Beyond3Rs: https://med.stanford.edu/beyond3rs.html
Stanford website: med.stanford.edu/profiles/Joseph_Garner
Papers: scholar.google.com/citations?user=JThS8LMAAAAJ
Mouse ethogram: www.mousebehavior.org

Talk abstracts

  1. Keynote lecture: Changing the scientific mindset in biomedical studies (Joe Garner). This seminar explores a necessary shift in perspective in biomedical research: moving from the question “What have we controlled for?” to a more critical one: “What have we chosen to ignore, and at what cost?” Using examples from studies employing animal models, it highlights six common blind spots that can compromise scientific conclusions: ignored differences in the biology of the animal model, ignored characteristics of the modeled human disease, ignored limitations of the measurements used, ignored environmental factors, ignored impacts of animal welfare, and ignored principles of experimental design and statistics. The seminar demonstrates how recognizing these implicit assumptions can improve the validity, reproducibility, and ethical foundations of biomedical research.
  2. Ethics at the bench (1): Experimental design and data presentation (Frédéric Schutz). This seminar examines sources of bias in research, with examples from mouse studies. It shows how bias can arise even when researchers act in good faith, and why safeguards such as controls, randomization, and blinding are essential. It also emphasizes that the goal of science is not to prove hypotheses but to challenge them rigorously. The seminar further explores how uncontrolled environmental variability—such as cage effects, where animals sharing a cage are not statistically independent—can influence experimental outcomes.
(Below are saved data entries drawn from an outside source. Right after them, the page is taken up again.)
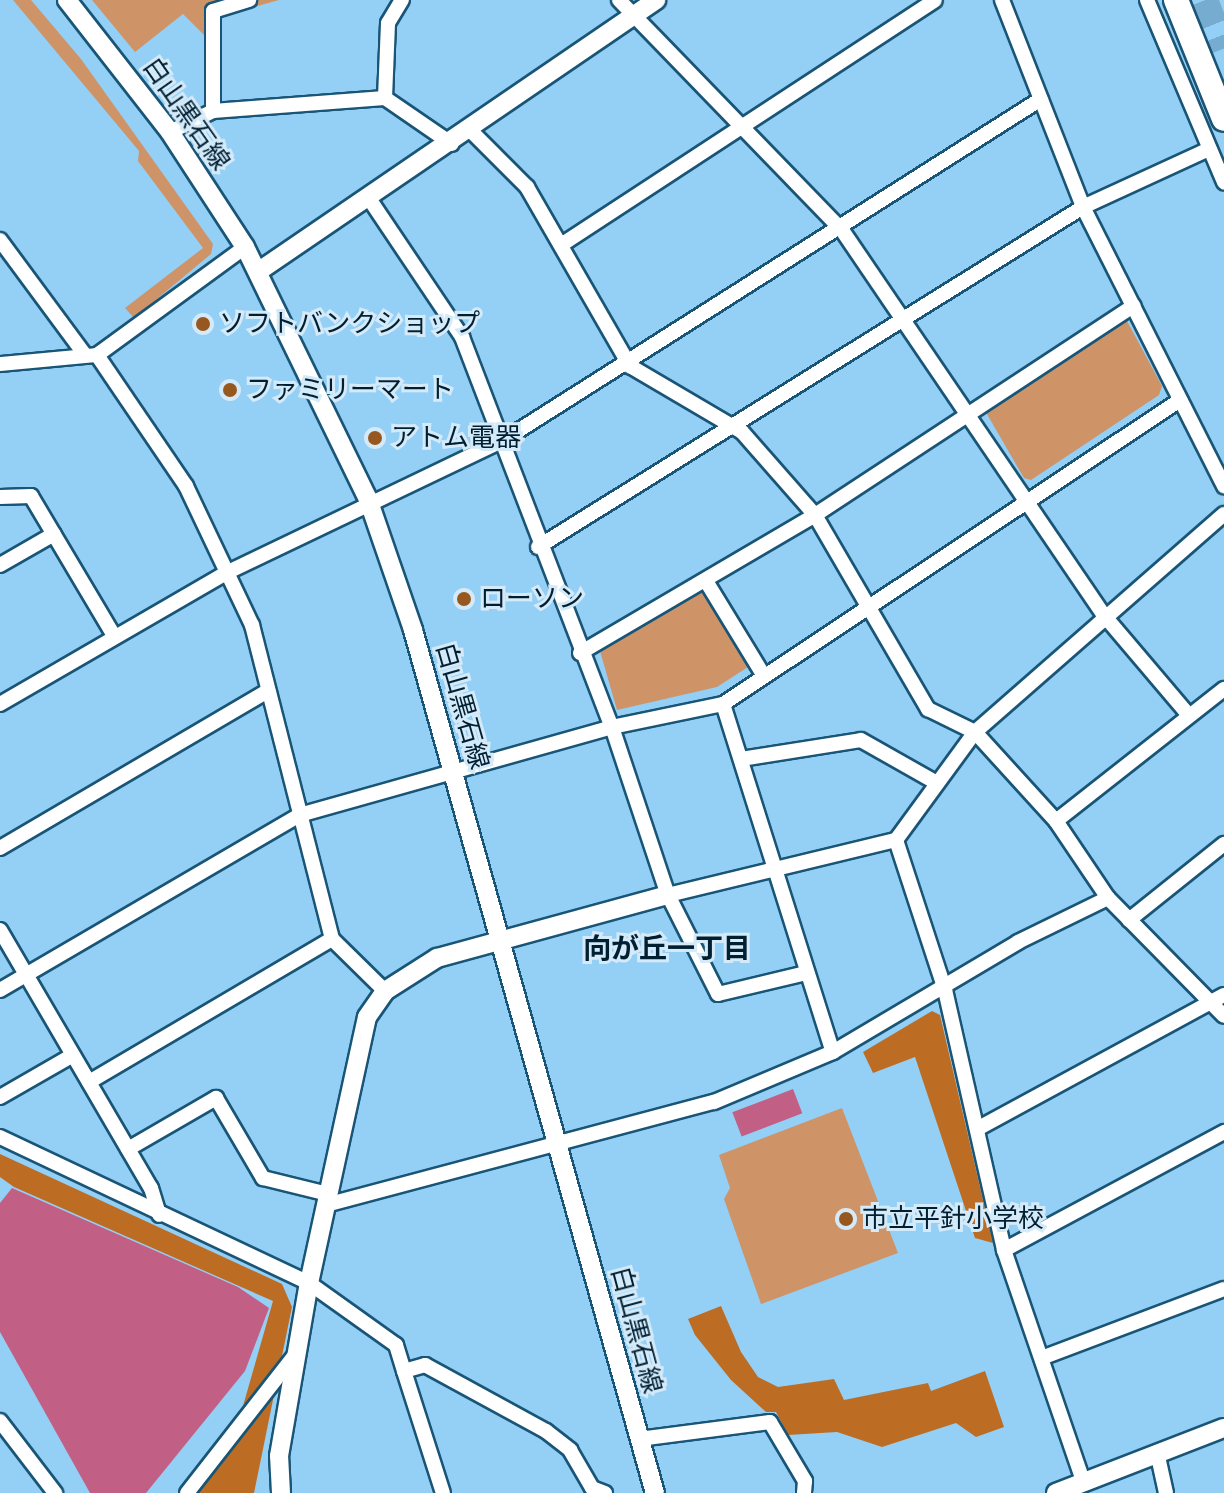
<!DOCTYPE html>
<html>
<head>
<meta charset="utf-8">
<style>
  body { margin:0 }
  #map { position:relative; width:1224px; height:1493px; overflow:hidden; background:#94cff6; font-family:"Varela Round","Noto Sans JP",sans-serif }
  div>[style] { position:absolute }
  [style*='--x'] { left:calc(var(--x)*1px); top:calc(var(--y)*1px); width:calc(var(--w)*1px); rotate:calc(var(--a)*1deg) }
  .green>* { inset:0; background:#ce9468 }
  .forest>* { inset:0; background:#bd6d23 }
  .water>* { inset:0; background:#c25f84; transform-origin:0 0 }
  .motorway-tunnel>* { height:26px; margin-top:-13px; transform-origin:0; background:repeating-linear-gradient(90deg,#76accf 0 26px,transparent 0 39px) }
  .roads { filter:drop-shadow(2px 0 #195576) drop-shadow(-2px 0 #195576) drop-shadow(0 2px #195576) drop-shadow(0 -2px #195576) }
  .minor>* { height:14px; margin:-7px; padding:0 7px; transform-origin:7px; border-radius:7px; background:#fff }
  .tertiary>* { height:18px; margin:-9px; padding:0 9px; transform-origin:9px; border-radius:9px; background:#fff }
  .trunk>* { height:24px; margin:-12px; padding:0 12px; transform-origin:12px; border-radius:12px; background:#fff }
  .dots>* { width:22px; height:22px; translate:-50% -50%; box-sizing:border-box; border:4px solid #d5eaf9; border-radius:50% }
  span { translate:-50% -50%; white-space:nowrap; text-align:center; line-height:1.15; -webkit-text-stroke:6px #d5eaf9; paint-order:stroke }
  .street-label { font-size:26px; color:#002032 }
  .poi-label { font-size:26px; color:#002032 }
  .left { translate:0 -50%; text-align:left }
  .neighbourhood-label { font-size:28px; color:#002032; font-weight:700 }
</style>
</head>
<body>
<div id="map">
  <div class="green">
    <i style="clip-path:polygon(13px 0,31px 0,81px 59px,213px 244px,211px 254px,134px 318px,125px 308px,203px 248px,138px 161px,139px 151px)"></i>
    <i style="clip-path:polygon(92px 0,279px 0,207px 20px,207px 38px,183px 14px,135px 52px)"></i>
    <i style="clip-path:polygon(1120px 319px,1127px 321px,1162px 386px,1159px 395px,1031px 480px,1024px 478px,984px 409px)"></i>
    <i style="clip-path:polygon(700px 590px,709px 593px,748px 667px,717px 687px,617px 710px,600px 651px)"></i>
    <i style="clip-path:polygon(842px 1108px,898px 1253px,761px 1304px,724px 1199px,730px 1188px,719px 1155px)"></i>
  </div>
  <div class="forest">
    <i style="clip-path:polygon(932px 1011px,940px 1015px,993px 1243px,975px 1238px,915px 1057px,873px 1073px,863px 1052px)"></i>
    <i style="clip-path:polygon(0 1154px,282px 1284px,292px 1307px,254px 1493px,192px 1493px,231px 1448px,273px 1301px,14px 1187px,0 1177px)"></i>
    <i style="clip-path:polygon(721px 1306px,741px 1352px,758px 1377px,778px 1387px,834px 1379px,844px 1400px,928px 1383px,931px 1391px,985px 1371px,1004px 1427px,976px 1437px,956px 1423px,882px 1447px,837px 1432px,788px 1435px,776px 1412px,766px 1412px,731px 1380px,695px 1335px,688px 1319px)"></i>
  </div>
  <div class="water">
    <i style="left:793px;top:1089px;width:26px;height:65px;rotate:69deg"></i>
    <i style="clip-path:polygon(12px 1188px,238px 1287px,269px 1308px,245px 1371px,146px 1493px,90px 1493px,0 1332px,0 1203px)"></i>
  </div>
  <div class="motorway-tunnel">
    <i style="--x:1205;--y:0;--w:52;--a:68.4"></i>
  </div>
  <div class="roads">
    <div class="minor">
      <i style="--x:619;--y:0;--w:320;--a:45.9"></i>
      <i style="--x:842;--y:230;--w:464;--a:55.8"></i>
      <i style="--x:1103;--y:614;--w:128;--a:49.7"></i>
      <i style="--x:1002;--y:0;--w:222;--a:68.6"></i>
      <i style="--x:1083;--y:207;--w:313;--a:63.2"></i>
      <i style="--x:1147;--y:0;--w:198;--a:67.1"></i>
      <i style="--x:385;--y:98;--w:75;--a:-87.7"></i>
      <i style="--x:388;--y:23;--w:27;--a:-59"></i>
      <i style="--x:213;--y:111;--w:100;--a:-90"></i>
      <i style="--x:213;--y:11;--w:38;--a:-17"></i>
      <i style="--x:170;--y:132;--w:48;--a:-26"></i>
      <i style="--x:213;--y:111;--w:172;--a:-4.3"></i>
      <i style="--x:385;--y:98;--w:81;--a:34.5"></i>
      <i style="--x:472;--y:132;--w:78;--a:45"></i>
      <i style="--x:527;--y:187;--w:207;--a:60.1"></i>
      <i style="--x:630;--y:366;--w:130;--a:30.5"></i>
      <i style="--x:742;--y:432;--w:111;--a:48.7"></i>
      <i style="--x:815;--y:515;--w:225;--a:59.8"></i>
      <i style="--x:928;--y:709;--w:52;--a:26.1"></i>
      <i style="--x:975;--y:732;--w:120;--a:47.7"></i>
      <i style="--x:1056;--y:821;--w:93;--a:56"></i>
      <i style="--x:1108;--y:898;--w:165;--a:45.5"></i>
      <i style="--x:368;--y:197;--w:169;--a:56.1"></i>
      <i style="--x:462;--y:337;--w:418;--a:69"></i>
      <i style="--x:612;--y:727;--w:177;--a:71.6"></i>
      <i style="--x:668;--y:895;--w:111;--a:63.2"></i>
      <i style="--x:718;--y:994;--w:90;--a:-13.4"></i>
      <i style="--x:0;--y:240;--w:143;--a:53.5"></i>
      <i style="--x:564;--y:243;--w:443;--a:-33.2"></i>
      <i style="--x:97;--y:355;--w:158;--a:55.8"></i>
      <i style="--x:186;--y:486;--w:154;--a:64.6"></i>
      <i style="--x:252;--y:625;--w:324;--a:75.7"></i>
      <i style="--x:332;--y:939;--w:74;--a:44.5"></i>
      <i style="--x:0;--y:364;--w:97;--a:-5.3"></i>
      <i style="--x:97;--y:355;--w:183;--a:-36.1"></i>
      <i style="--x:0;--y:497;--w:31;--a:-2"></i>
      <i style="--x:31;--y:496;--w:163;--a:59.3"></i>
      <i style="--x:538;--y:547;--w:642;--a:-31.96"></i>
      <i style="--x:1083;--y:207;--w:139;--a:-24.7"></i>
      <i style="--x:0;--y:565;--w:62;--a:-29.9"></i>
      <i style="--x:706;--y:581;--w:111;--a:58.6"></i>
      <i style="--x:580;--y:653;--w:273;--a:-30.4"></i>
      <i style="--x:815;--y:515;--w:381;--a:-33.3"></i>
      <i style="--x:0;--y:704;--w:263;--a:-30.1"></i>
      <i style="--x:228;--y:572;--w:304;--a:-25.6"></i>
      <i style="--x:502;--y:441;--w:638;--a:-32.4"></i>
      <i style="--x:723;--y:704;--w:365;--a:72.5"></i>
      <i style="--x:741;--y:759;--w:121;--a:-9"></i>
      <i style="--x:861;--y:740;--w:87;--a:29.5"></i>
      <i style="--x:1056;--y:821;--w:214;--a:-38.2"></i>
      <i style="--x:896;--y:840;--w:158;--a:71.9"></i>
      <i style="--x:945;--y:990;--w:267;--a:77.2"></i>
      <i style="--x:1004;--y:1250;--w:244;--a:71.1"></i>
      <i style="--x:0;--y:848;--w:311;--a:-30.4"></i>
      <i style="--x:668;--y:895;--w:235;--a:-13.6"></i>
      <i style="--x:896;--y:840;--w:134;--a:-53.8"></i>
      <i style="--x:975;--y:732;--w:331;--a:-41.2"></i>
      <i style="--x:1129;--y:920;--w:122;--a:-38.7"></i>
      <i style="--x:0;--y:930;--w:299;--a:59.7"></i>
      <i style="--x:151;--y:1188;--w:28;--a:73"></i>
      <i style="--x:0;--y:990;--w:346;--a:-30.3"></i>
      <i style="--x:299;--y:815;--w:325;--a:-15.7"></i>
      <i style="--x:612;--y:727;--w:113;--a:-11.7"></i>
      <i style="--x:723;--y:704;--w:549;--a:-33.63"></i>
      <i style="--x:89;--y:1082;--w:282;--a:-30.5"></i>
      <i style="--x:0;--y:1097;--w:84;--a:-29.9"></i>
      <i style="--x:977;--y:1129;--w:281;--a:-28.5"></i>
      <i style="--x:0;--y:1137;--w:342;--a:25.3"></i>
      <i style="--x:309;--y:1283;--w:107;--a:35.5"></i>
      <i style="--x:396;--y:1345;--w:27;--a:73"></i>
      <i style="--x:404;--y:1371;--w:22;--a:-16"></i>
      <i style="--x:425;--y:1365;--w:138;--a:28.6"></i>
      <i style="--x:546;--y:1431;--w:31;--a:38"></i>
      <i style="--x:570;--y:1450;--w:44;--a:59.9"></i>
      <i style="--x:592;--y:1488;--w:14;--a:21"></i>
      <i style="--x:128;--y:1149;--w:102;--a:-30.1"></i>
      <i style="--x:216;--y:1098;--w:93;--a:59.6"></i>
      <i style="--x:263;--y:1178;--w:67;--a:13.8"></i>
      <i style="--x:326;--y:1205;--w:401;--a:-14.9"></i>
      <i style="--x:714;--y:1102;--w:129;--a:-22.8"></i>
      <i style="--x:833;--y:1052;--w:215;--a:-30.7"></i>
      <i style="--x:1018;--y:942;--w:100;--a:-26.1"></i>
      <i style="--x:1004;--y:1250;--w:250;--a:-28.2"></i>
      <i style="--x:1044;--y:1357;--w:192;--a:-20.7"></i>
      <i style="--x:404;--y:1371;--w:128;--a:72.3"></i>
      <i style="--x:0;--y:1421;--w:91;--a:52.6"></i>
      <i style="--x:639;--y:1439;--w:132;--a:-7.4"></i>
      <i style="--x:770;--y:1422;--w:69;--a:59.3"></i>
      <i style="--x:805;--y:1481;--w:12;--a:95"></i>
      <i style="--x:1157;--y:1452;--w:42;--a:77.6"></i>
      <i style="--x:187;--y:1493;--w:179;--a:-52"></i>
    </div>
    <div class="tertiary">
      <i style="--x:67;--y:0;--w:167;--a:52"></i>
      <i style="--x:170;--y:132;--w:137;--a:56.9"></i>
      <i style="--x:245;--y:247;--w:280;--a:64"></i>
      <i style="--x:368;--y:499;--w:139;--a:71"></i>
      <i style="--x:413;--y:630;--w:896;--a:74.34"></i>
      <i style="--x:259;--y:271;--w:481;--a:-34.3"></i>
      <i style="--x:281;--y:1493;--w:37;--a:-93"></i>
      <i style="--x:279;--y:1456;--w:176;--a:-80.2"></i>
      <i style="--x:309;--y:1283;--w:272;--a:-77.7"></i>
      <i style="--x:367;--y:1017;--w:32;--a:-55"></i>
      <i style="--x:385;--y:991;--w:62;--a:-32.4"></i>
      <i style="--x:437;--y:958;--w:239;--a:-15.3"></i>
      <i style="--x:1056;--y:1493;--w:180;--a:-21.2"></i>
    </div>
    <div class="trunk">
      <i style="--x:1176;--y:0;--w:128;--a:68"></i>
    </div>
  </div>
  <div class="dots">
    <i style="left:203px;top:324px;background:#975820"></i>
    <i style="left:230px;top:390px;background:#975820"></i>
    <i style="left:375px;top:438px;background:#975820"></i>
    <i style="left:464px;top:599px;background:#975820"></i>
    <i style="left:846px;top:1219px;background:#975820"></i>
  </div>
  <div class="street-label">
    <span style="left:186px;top:114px;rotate:55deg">白山黒石線</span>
    <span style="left:462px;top:706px;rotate:74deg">白山黒石線</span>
    <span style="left:636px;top:1330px;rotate:75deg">白山黒石線</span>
  </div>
  <div class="poi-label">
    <span class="left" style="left:219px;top:324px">ソフトバンクショップ</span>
    <span class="left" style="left:246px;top:390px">ファミリーマート</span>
    <span class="left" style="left:391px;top:438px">アトム電器</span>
    <span class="left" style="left:480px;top:599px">ローソン</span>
    <span class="left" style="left:862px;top:1219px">市立平針小学校</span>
  </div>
  <div class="neighbourhood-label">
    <span style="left:667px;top:949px">向が丘一丁目</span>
  </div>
</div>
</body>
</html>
Finally, it addresses bias in data visualization and reporting, highlighting how misleading graphs or ambiguous error bars can distort interpretation and emphasizing the need for transparent presentation of data.
  3. Ethics at the bench (2): Beautification, manipulation, and AI: ethics of scientific images (Romain Gosselin). This seminar examines ethical issues related to the handling and manipulation of scientific images in biomedical research, mostly focusing on immunoblotting. It emphasizes that digital images are full-fledged data that must be handled with the same rigor as any other dataset. The presentation discusses how choices made during image acquisition, processing, analysis, and reporting can introduce bias. It also reviews common questionable practices, such as excessive contrast adjustment, saturation, cropping, or duplication of image elements. Finally, the seminar highlights the concerns raised by the abrupt rise of generative artificial intelligence, which now enable the generation of highly realistic synthetic images indiscernible from genuine images. Implications for research integrity and the need for awareness, good practices, and appropriate detection tools are discussed.
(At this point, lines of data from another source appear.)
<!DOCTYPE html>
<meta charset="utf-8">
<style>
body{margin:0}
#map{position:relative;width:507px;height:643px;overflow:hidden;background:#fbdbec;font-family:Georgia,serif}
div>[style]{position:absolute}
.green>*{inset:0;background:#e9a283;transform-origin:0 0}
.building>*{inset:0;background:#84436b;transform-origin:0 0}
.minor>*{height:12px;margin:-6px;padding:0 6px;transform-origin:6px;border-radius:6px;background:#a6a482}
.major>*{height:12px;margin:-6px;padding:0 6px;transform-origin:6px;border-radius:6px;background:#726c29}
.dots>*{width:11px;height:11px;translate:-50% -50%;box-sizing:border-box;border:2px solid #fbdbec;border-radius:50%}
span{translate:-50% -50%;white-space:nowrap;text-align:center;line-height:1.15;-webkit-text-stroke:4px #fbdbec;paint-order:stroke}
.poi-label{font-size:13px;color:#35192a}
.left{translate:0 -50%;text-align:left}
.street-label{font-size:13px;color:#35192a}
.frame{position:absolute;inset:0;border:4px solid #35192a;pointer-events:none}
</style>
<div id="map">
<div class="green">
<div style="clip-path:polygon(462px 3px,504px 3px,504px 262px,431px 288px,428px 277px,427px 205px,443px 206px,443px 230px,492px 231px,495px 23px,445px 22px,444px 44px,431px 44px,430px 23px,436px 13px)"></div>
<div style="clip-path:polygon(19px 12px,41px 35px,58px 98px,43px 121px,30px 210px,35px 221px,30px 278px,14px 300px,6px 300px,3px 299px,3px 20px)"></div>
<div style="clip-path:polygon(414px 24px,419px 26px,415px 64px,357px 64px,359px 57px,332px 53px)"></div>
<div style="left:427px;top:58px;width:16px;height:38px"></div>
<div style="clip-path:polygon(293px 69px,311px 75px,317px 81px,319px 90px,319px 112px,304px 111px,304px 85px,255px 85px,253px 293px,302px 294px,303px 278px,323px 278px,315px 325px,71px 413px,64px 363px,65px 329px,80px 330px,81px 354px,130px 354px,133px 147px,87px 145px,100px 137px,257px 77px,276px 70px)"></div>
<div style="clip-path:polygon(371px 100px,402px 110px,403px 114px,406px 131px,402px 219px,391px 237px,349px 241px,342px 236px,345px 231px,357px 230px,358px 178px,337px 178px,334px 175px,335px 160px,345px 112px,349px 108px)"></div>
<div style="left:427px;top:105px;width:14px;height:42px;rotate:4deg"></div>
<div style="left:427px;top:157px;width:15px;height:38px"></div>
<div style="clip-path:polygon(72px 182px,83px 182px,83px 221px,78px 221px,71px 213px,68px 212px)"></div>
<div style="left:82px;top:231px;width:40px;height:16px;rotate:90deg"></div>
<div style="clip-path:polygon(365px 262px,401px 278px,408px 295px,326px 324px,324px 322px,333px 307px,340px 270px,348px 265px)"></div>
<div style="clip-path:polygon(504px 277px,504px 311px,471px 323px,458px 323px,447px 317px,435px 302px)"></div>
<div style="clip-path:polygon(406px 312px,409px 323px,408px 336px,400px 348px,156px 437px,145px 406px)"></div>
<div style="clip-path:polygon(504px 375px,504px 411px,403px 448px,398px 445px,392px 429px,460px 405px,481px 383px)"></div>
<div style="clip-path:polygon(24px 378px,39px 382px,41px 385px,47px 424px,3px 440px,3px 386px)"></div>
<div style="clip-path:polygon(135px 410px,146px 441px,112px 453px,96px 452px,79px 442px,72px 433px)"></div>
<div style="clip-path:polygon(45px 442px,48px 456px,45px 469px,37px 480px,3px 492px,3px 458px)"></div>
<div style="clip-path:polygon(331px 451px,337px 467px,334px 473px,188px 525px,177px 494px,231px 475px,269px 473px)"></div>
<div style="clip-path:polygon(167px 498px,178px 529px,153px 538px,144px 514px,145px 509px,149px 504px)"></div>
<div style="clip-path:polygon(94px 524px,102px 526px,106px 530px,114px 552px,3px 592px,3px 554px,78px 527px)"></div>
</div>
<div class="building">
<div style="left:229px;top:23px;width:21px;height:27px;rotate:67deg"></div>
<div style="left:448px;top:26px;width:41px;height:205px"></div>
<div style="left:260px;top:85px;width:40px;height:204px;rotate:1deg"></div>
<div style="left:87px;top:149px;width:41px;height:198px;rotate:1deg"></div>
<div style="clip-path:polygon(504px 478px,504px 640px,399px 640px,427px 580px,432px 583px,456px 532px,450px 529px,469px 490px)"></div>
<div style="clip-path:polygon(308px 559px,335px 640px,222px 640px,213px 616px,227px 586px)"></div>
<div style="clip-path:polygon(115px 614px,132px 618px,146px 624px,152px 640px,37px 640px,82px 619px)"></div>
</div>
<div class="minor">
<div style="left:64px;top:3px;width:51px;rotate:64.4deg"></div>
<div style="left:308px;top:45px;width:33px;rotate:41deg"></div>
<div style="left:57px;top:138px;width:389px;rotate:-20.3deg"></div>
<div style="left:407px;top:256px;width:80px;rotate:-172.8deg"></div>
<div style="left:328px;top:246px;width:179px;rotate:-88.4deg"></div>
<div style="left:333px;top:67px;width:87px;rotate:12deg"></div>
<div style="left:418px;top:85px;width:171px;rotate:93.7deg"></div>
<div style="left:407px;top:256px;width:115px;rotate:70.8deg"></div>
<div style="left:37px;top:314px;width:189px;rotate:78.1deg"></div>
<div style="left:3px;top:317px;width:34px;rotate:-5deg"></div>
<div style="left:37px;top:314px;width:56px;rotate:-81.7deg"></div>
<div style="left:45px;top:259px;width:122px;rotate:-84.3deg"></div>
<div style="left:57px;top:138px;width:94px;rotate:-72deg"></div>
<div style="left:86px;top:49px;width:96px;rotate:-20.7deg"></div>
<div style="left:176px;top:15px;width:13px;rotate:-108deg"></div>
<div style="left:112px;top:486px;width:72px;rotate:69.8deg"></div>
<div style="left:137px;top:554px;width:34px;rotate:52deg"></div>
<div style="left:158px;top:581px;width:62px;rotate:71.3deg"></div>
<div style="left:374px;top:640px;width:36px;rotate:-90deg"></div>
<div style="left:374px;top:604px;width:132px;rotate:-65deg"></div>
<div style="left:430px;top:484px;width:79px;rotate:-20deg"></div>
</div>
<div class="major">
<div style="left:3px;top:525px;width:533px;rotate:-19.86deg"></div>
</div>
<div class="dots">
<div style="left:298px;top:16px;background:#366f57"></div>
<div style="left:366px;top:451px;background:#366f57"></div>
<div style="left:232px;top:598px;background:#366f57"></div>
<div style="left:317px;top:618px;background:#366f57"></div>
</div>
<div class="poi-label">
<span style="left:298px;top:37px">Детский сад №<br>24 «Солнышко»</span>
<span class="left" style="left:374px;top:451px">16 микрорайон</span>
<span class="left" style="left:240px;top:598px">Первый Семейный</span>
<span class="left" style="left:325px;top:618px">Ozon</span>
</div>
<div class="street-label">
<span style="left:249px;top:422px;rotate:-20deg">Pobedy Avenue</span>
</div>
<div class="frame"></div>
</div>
  4. Presentation of the FBM Ombudsman (Christian Kern). The Ombudsman of the Faculty of Biology and Medicine (FBM) at UNIL will introduce his role and mission. He will explain the mechanisms for reporting suspected scientific misconduct, which may arise in all types of research—clinical or basic—and may involve human subjects, animals, or biological material. In cases of suspected misconduct, the Ombudsman acts as an advisory and guidance authority. The Ombudsman will present several examples of situations that may constitute breaches of scientific integrity in clinical practice or laboratory research.